Grant Application

Faina Linkov, PhD, MPH, University of Pittsburgh, and John Comerci, MD, Magee-Womens Hospital of UPMC

Proposed Innovation

Each year, approximately 600,000 women undergo a hysterectomy — one of the most common gynecologic procedures performed in the United States. Despite the benefits of such minimally invasive procedures as vaginal or laparoscopic hysterectomy, the majority of hysterectomies outside of major academic centers are performed through open (abdominal) surgery. In an effort to reduce this over-utilization, a clinical pathway treatment algorithm was implemented within the UPMC system in 2012 to encourage gynecologic surgeons to reduce the use of open hysterectomy for benign conditions as a way of reducing costs and improving outcomes, including lower infection rates.

The goal of this project was to formally evaluate the success of the Hysterectomy Pathways algorithm by examining medical and surgical perioperative complications, surgical site infections, 30-day readmissions, costs, and length of stay from pre- to post-pathway implementation.
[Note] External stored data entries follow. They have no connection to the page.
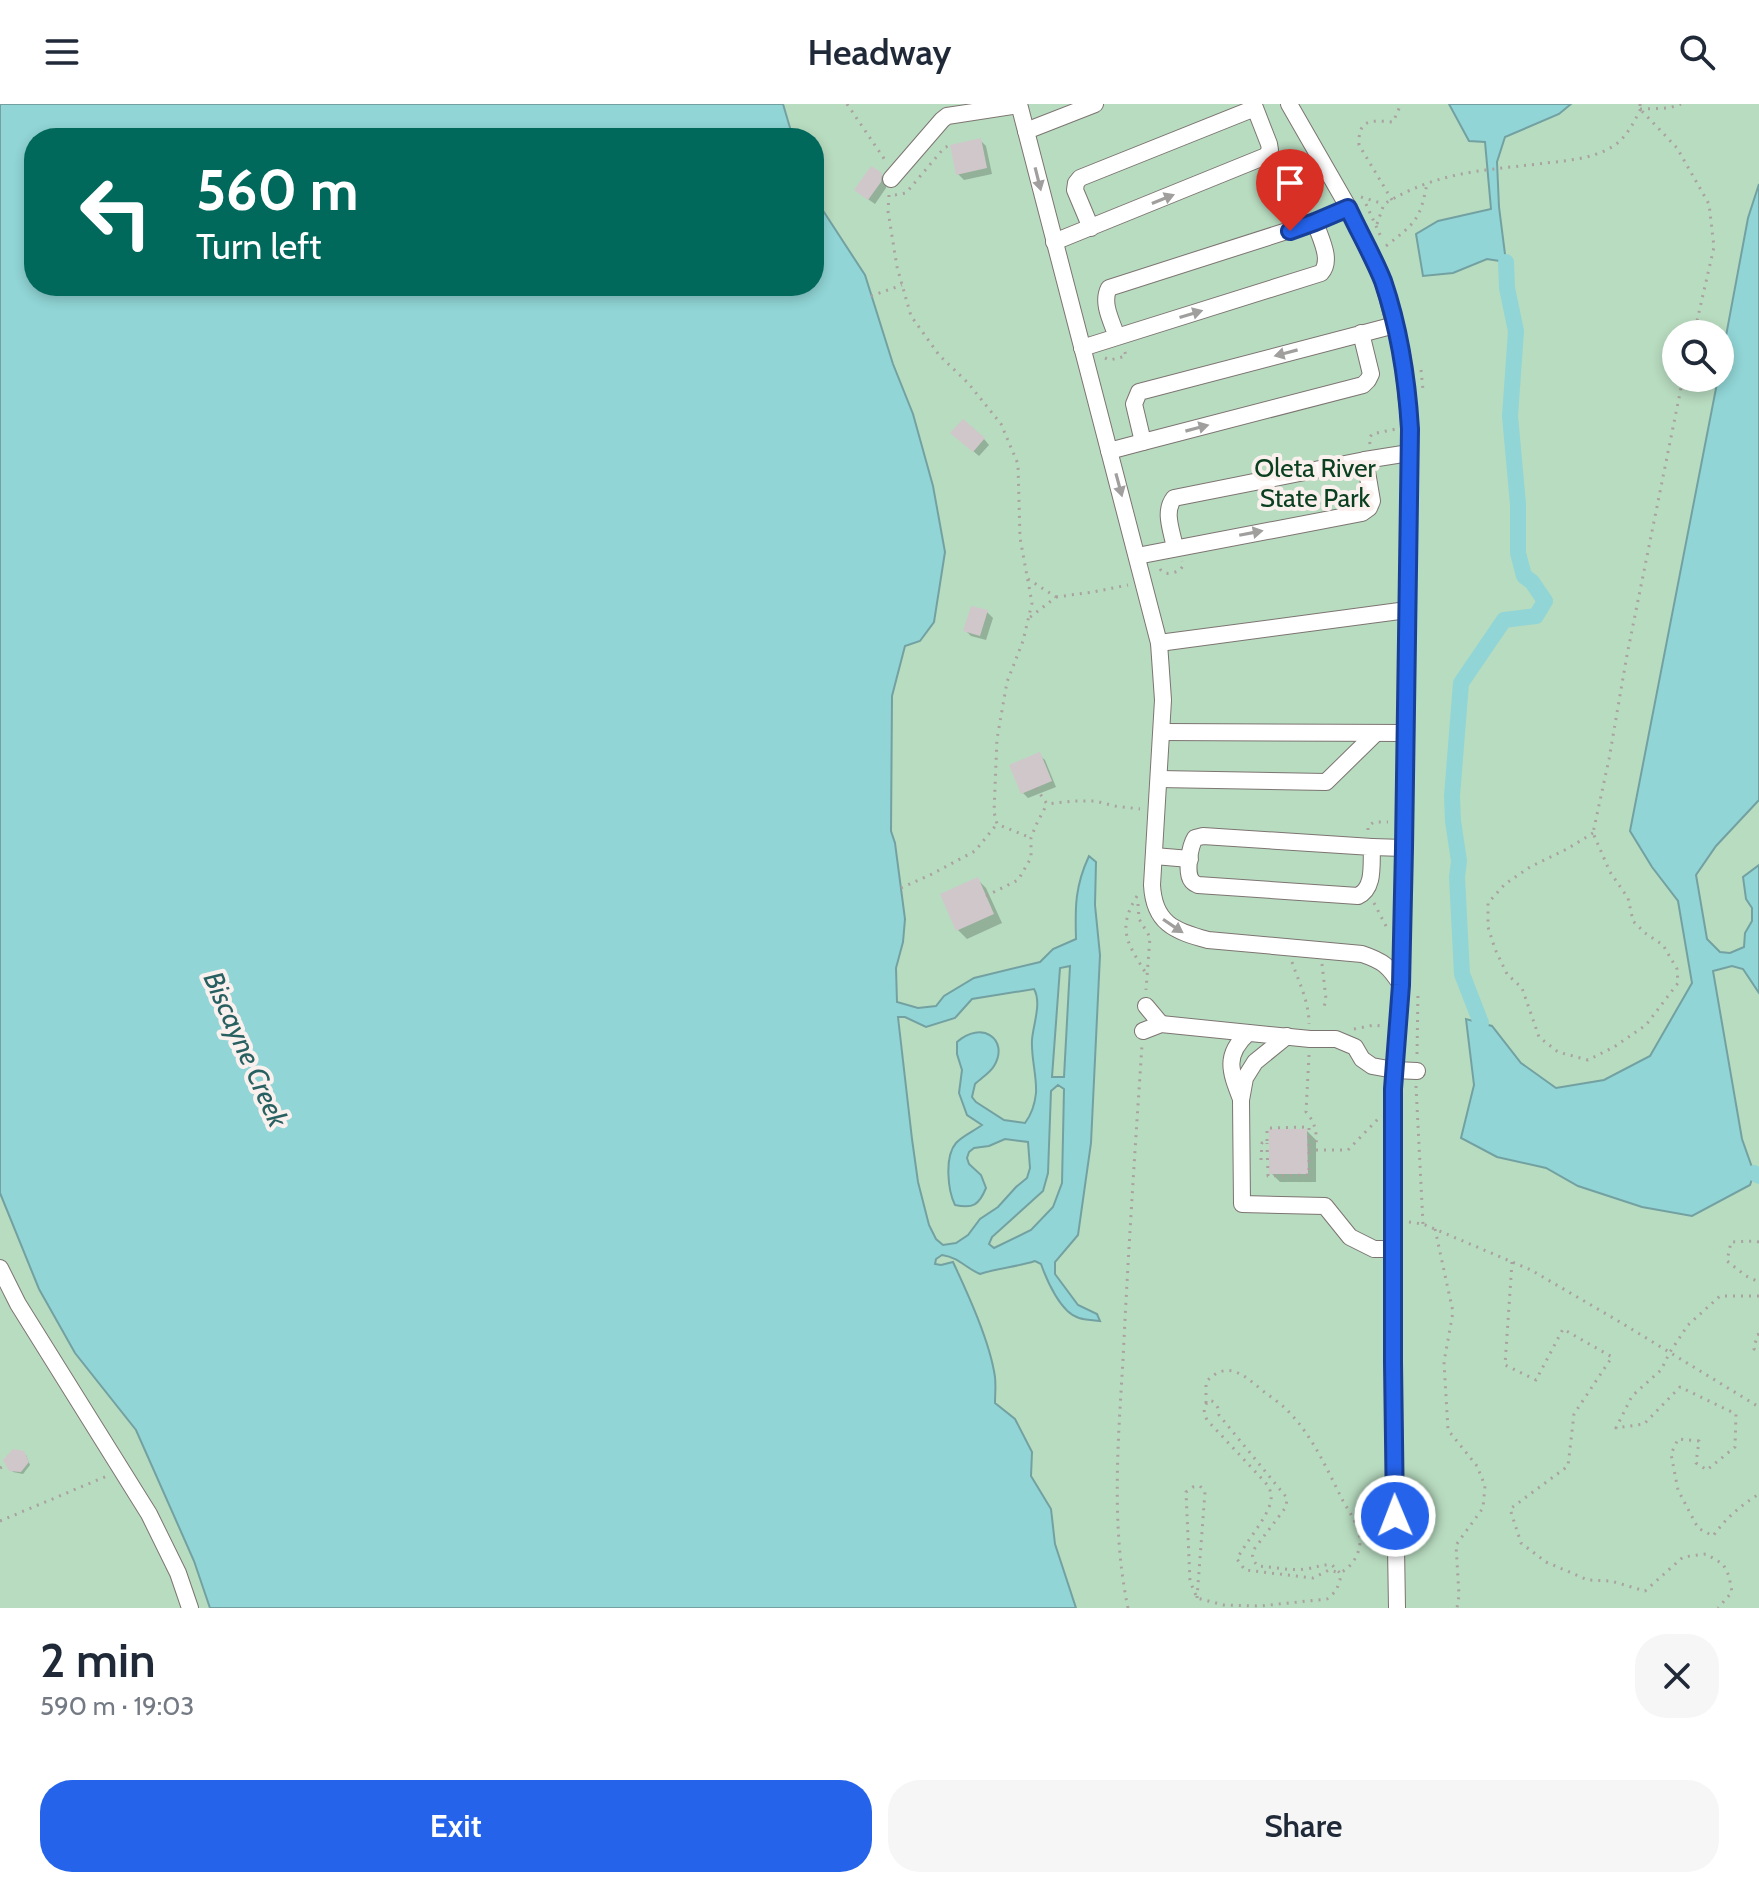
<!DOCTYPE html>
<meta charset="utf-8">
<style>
:root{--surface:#fff;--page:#f6f6f7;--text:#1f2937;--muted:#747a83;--accent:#2563eb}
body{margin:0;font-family:Cabin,sans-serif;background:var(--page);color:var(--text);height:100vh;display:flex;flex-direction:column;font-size:30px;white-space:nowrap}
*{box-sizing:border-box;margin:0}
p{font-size:26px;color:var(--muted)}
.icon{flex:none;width:44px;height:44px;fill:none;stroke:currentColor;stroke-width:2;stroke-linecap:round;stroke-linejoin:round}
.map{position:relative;height:1504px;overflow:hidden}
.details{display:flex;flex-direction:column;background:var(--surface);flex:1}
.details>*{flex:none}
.hud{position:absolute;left:24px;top:24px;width:800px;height:168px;border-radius:32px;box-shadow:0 4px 12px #0003;background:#00695c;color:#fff;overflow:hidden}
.controls{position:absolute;left:1662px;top:216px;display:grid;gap:16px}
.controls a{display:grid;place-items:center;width:72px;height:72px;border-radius:50%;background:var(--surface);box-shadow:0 4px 12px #0003;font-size:40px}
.pin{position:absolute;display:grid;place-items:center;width:68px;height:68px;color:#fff;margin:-82px -34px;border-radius:50% 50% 50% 0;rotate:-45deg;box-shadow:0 0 8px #0007}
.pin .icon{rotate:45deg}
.me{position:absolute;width:88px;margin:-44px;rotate:359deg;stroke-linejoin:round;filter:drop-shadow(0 0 6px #0008)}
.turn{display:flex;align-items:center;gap:28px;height:168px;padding:0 40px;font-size:36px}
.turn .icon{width:104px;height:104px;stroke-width:2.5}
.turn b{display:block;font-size:56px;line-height:68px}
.round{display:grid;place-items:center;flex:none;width:84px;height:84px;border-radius:32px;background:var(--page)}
.headline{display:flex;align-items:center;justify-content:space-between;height:136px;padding:0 40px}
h1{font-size:48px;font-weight:600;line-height:60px}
.primary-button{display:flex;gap:16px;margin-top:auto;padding:16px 40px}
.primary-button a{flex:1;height:92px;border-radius:32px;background:var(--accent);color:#fff;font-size:32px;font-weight:600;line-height:92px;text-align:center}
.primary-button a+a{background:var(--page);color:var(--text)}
header{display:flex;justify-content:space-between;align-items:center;height:104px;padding:0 40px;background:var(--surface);font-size:36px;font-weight:600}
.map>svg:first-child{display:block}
.green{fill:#b8dcc0}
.water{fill:#91d5d6;stroke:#73a1a2;stroke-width:2;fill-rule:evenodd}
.shadow{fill:#0003}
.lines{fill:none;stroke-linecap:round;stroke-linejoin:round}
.canal{stroke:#91d5d6;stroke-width:16}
.building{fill:#d0c7cb}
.minor-casing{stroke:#7c7471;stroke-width:18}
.path{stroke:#a9a2a0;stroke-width:3;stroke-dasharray:2 6;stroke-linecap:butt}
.minor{stroke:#fff;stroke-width:16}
.oneway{fill:#a09f9e}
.route-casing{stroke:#184099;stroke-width:20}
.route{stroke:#2563eb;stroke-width:14}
.labels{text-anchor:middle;stroke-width:8;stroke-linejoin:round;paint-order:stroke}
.park-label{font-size:26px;fill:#0a4020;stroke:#faf1ee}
.water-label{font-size:28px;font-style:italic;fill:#286061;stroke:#faf1ee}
</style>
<header><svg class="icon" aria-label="menu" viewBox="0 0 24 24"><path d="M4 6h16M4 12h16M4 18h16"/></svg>Headway<svg class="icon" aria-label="search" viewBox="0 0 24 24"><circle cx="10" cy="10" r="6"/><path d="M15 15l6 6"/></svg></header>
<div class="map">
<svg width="1759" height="1504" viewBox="0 0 1759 1504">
<rect width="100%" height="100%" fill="#faf1ee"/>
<g class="green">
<polygon points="783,0 1759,0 1759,80 1748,114 1720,264 1720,230 1676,230 1676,274 1718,274 1630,727 1652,763 1678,797 1692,879 1650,952 1604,976 1555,984 1521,959 1492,922 1467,915 1474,981 1461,1034 1497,1053 1546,1064 1578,1082 1642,1103 1692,1112 1750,1081 1754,1069 1742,1035 1696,771 1716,742 1759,696 1759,1504 1076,1504 1055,1440 1051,1405 1031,1372 1032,1348 1015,1315 995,1299 995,1273 984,1233 941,1161 935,1161 936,1135 929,1121 918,1078 912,1035 897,898 896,864 903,838 905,815 895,739 891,727 892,592 905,542 920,537 934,518 945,448 933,382 913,310 893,260 814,87 814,34 793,34"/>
<polygon points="0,1089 39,1185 75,1249 136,1326 194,1457 210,1504 0,1504"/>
</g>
<g class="water">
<path d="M0 0H783L793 34H34V182H814V87L822 105 865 171 893 260 913 310 933 382 945 448 934 518 920 537 905 542 892 592 891 727 895 739 905 815 903 838 896 864 897 898 918 904 936 902 944 892 974 874 1040 858 1053 845 1076 835C1075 803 1075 782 1089 752L1096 758 1095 801 1100 851 1091 1039 1078 1131 1055 1158V1170L1078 1201 1097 1210 1100 1217C1093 1216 1085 1216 1079 1214 1061 1209 1047 1177 1041 1160L1035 1157C1017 1163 998 1164 980 1170 964 1163 960 1154 942 1151L936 1155 935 1160 941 1161 953 1158C968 1190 990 1238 995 1273 996 1282 995 1291 995 1299L1015 1315 1032 1348 1031 1372 1051 1405 1055 1440 1076 1504H210L194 1457 136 1326 75 1249 39 1185 0 1089ZM1070 862 1064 973H1052L1060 864ZM1034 885C1042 899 1033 921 1032 936 1031 954 1037 972 1036 989 1035 999 1031 1011 1025 1019L1004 1016 976 998 972 993 975 980C981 974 990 969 994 962 1010 935 981 916 957 938V950L962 966 959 989 967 1011 982 1021C974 1027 962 1032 956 1039 944 1053 948 1087 955 1101 973 1105 979 1101 986 1084L981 1071 969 1060 967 1054 969 1048 974 1044 989 1042 1005 1035 1028 1038 1030 1064 1027 1074 1016 1083 998 1103 980 1115 968 1131 956 1139 943 1141 936 1135 929 1121 918 1078 912 1035 898 913H905L926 923 955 914 972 895ZM1058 981 1064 985 1062 1079 1053 1103 1031 1126 994 1144 989 1140 992 1133 1043 1087 1048 1069 1051 987Z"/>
<polygon points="1449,0 1571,0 1559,10 1505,33 1497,58 1499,103 1506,158 1487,155 1453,169 1423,172 1416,130 1438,117 1491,105 1485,38 1469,37"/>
<polygon points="1759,80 1759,696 1716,742 1696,771 1707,835 1720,848 1730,849 1744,843 1745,829 1752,817 1752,804 1746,795 1743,773 1759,761 1759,889 1743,865 1732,862 1713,867 1742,1035 1754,1069 1750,1081 1692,1112 1642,1103 1578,1082 1546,1064 1497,1053 1461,1034 1474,981 1466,915 1492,922 1521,959 1556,984 1604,976 1650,952 1692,879 1678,797 1652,763 1630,727 1718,274 1720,274 1720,264 1748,114"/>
</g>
<g class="shadow">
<polygon points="980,36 986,42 992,70 964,76 958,70"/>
<polygon points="880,71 887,77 886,84 875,100 862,91"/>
<polygon points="959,335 984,335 989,341 979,352"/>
<polygon points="987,508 993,514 986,536 971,532 966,527"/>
<polygon points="1039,651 1045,656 1056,683 1028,694 1023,689"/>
<polygon points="977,775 986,784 1002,819 967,835 958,826"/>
<polygon points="1307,1027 1316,1036 1316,1078 1280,1078 1271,1069"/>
<polygon points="26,1351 30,1361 23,1370 13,1368 11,1365"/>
</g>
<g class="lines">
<g class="canal">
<polyline points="1481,919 1462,870 1457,773 1459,757 1453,717 1452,692 1461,579 1504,516 1536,512 1545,497 1532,478 1524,472 1518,449 1518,400 1510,312 1516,227 1507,184 1506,158"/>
<polyline points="1754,1069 1759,1072"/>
</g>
</g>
<g class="building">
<polygon points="981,34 987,64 956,71 950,41"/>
<polygon points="871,62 882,69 881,78 868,96 854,86"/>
<polygon points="963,315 985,334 973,348 950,329"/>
<polygon points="971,502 988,506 980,532 963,527"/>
<polygon points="1040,648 1052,677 1021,690 1009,661"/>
<polygon points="978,773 994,810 956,827 940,790"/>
<polygon points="1269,1025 1307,1025 1308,1070 1269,1070"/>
<polygon points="13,1345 24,1347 29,1358 21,1368 9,1367 3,1356"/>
</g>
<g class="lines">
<g class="minor-casing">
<g id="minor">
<path d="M1019 0 1159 539 1163 596 1152 781C1154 819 1174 827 1208 836L1362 850C1383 857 1389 862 1401 881"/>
<polyline points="1289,0 1347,101 1383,177 1402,250 1410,325 1404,744 1401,881 1393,985 1393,1258 1397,1504"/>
<polyline points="1026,27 1095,0"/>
<polyline points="891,75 942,16 947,12 1019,1"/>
<polyline points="1315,118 1348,104"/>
<polyline points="1054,138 1266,52 1270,46 1269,40 1255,4 1080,74 1076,79 1075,86 1091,124"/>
<polyline points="1361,229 1371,270 1368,276 1363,281 1143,338 1134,300 1139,288 1395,221"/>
<path d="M1082 244 1321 169C1333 156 1320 134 1315 118L1109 184C1101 199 1112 218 1117 233"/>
<polyline points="1109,347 1143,338"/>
<polyline points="1365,356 1409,349"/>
<path d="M1137 452 1362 409 1369 404 1372 397 1365 356 1174 394C1163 408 1172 427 1175 444"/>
<polyline points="1159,539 1407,506"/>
<polyline points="1162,628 1406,629"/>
<polyline points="1159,675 1326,678 1375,630"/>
<path d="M1203 732 1372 743C1371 760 1375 784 1358 792L1198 781C1196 780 1193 779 1192 777 1185 769 1190 742 1195 734Z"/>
<polyline points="1372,743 1404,744"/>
<polyline points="1154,752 1190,755"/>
<polyline points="1146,902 1161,920"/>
<polyline points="1143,927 1161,920 1310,935 1336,935 1355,943 1362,955 1372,962 1394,966 1417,967"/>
<polyline points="1287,932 1255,958 1245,974 1241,996 1242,1100 1325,1102 1350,1133 1374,1145 1393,1145"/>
<path d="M1241 995C1230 967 1224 951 1248 929"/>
<polyline points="0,1164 18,1200 149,1410 178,1469 190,1504"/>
</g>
</g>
<g class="path">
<polyline points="847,0 885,56"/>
<polyline points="1640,0 1640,5 1677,44 1709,100 1714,143 1694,230"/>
<polyline points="1640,5 1669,4 1681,0"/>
<polyline points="889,91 888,107 897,163 911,212 939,251 968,279 1001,320 1018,360 1020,434 1032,499 1023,537 1007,578 997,635 994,708 997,720 1031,734"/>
<polyline points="895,91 906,89 944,44 950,41"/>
<polyline points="1361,93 1384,100"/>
<path d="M1392 96 1359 41C1358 15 1370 16 1393 18L1401 0"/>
<polyline points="1366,100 1381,133"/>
<polyline points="1286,113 1282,102 1320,88"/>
<path d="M1377 120 1384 100C1437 68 1478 67 1538 60 1561 57 1589 56 1610 44 1627 35 1635 16 1643 0"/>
<path d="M1386 142C1415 119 1420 117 1427 79"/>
<polyline points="871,192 902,181"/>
<polyline points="1105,254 1110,256 1126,252 1124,245"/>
<polyline points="1421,266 1423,286"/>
<polyline points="1370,340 1369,335 1372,330 1396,325"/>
<path d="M1160 465C1165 472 1172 469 1179 467L1183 462 1182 457"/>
<polyline points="1028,475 1056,493 1029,514"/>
<polyline points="1056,493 1093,488 1128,481"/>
<polyline points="1036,684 1047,700 1073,697 1095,697 1115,702 1140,705"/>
<polyline points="1368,726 1368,722 1374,718 1388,718"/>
<polyline points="1593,729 1567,745 1530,763 1505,780 1488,799 1488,823 1495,845 1507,870 1522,884 1539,933 1558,948 1588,956 1614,943 1646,921 1678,879 1677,865 1663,841 1645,829 1633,817 1628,794 1610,768 1593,729 1609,655 1627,551 1683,274"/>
<polyline points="901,784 932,770 975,747 997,720"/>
<polyline points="986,792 1018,776 1031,754 1031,734 1036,721 1047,700"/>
<path d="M1137 792C1116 826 1128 840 1147 871"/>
<polyline points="1374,799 1387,824"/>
<polyline points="1138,800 1139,815 1150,833 1146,886"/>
<path d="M1292 858C1299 879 1309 897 1309 920"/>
<polyline points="1322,860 1326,895 1323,907"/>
<polyline points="1354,925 1374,921 1382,922"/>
<polyline points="1417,950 1418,886"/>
<path d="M1309 951 1306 1008C1316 1019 1317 1030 1316 1044"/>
<polyline points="1416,982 1423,1120"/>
<polyline points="1308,1046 1348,1046 1378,1015"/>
<polyline points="1261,1056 1262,1039 1267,1039 1267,1024 1309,1023 1309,1071 1268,1072 1267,1039"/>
<polyline points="1409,1118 1423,1120 1531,1166 1620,1218 1759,1303"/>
<polyline points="1435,1125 1453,1208 1444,1258 1448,1326 1477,1362 1485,1382 1483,1404 1456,1441 1459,1491 1457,1504"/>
<polyline points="1759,1138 1755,1137 1731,1138 1727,1157 1746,1172 1759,1178"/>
<polyline points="1512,1158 1505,1261 1536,1276 1563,1225 1612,1253 1574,1310 1568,1362 1510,1405 1521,1439 1546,1458 1588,1476 1611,1477 1645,1487 1683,1453 1706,1450 1723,1460 1729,1472 1732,1488 1718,1504"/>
<path d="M1759 1192H1720L1688 1221 1670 1248 1661 1266 1632 1292 1616 1324 1644 1320 1680 1283 1736 1310 1735 1343 1707 1366 1696 1359 1699 1337 1678 1335 1671 1350 1678 1386 1698 1424 1713 1432C1726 1414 1740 1402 1759 1390"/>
<polyline points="1759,1230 1757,1231 1754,1245 1759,1248"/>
<path d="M1206 1299V1278C1227 1255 1244 1271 1263 1287 1271 1293 1280 1299 1287 1306 1312 1331 1327 1365 1342 1395 1349 1408 1358 1419 1360 1434 1361 1449 1352 1463 1340 1469"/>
<polyline points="0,1364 6,1361"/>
<polyline points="0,1417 107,1372"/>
<path d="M1197 1494 1205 1388 1200 1382 1193 1383 1186 1388 1190 1477 1197 1494 1224 1501 1260 1502 1327 1495 1336 1487 1340 1476V1469L1332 1461C1322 1460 1315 1464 1305 1465 1290 1467 1273 1463 1258 1462 1252 1456 1251 1451 1255 1444L1286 1403 1287 1394 1219 1311 1218 1304 1214 1298 1209 1296C1203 1303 1203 1307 1207 1316L1264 1377C1269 1383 1272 1388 1271 1396 1269 1412 1245 1439 1237 1455L1245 1466 1313 1474 1329 1466 1340 1469"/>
<path d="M1128 1504C1111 1423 1118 1338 1123 1256 1128 1151 1135 1046 1142 941"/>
</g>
<use href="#minor" class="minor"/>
</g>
<defs><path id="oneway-solid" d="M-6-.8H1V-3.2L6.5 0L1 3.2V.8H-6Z" transform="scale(2)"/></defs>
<g class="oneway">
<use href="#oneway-solid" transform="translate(1038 75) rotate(76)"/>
<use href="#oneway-solid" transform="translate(1163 95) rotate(-22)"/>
<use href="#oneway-solid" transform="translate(1191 210) rotate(-17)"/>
<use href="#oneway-solid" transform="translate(1286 249) rotate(165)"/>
<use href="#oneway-solid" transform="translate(1197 324) rotate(-15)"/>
<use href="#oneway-solid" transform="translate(1119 381) rotate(75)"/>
<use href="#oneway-solid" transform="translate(1251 429) rotate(-11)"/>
<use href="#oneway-solid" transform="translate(1173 822) rotate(34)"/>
</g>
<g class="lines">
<g class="route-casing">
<path id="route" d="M1290 127 1315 118 1348 104C1359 128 1373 152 1383 177 1399 224 1407 275 1410 325L1404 744 1401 881 1393 985V1258L1395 1412"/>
</g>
<use href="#route" class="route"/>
</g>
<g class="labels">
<g class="park-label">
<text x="1315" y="373">Oleta River<tspan x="1315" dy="30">State Park</tspan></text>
</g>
<g class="water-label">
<text transform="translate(246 945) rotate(66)" y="10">Biscayne Creek</text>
</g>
</g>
</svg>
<div class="controls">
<a><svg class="icon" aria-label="search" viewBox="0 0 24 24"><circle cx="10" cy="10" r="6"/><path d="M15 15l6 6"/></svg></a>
</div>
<div class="pin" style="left:1290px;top:127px;background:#d93025"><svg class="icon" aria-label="arrive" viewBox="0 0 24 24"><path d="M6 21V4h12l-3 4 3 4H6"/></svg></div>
<svg class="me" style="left:1395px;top:1412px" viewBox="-20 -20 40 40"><circle r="17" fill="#2563eb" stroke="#fff" stroke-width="3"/><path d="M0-11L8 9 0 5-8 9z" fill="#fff"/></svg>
<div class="hud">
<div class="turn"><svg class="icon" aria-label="left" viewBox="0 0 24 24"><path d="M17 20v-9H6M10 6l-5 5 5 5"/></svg><div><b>560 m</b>Turn left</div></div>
</div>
</div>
<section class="details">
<div class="headline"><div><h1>2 min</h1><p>590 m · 19:03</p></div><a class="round"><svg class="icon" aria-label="close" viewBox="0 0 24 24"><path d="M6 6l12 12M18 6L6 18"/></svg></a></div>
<div class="primary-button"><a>Exit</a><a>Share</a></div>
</section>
The overarching aim of this project was to generate information that can be used to provide recommendations for improving costs while improving patient outcomes.


All noncancerous hysterectomy surgeries performed at UPMC hospitals between the pre-pathway implementation period (2008-2011) and the post-pathway implementation period (2012-2014) were analyzed by surgical approach (open versus minimally invasive). Outcomes evaluated included infection rates, length of stay, 30-day readmission rates, medical complications (deep vein thrombosis, pulmonary embolism), cost of care reduction, and transfusion rates. Physicians also will be surveyed to evaluate satisfaction with the pathway system and its integration with the electronic health record system.


This project showed that implementation of Hysterectomy Pathways has led to a reduction in complications (hospital readmission and infection) and greatly increased the value of care.

Information gathered from this analysis and evaluation resulted in four published papers and an abstract, that appeared in The Green Journal, the prestigious official publication of the American College of Obstetrics & Gynecology, Women’s Health Issues, and Journal of Racial and Ethnic Health Disparities. The project also was presented in an opening session of the ACOG conference. Ideas generated from the project will be used in the development of future support tools.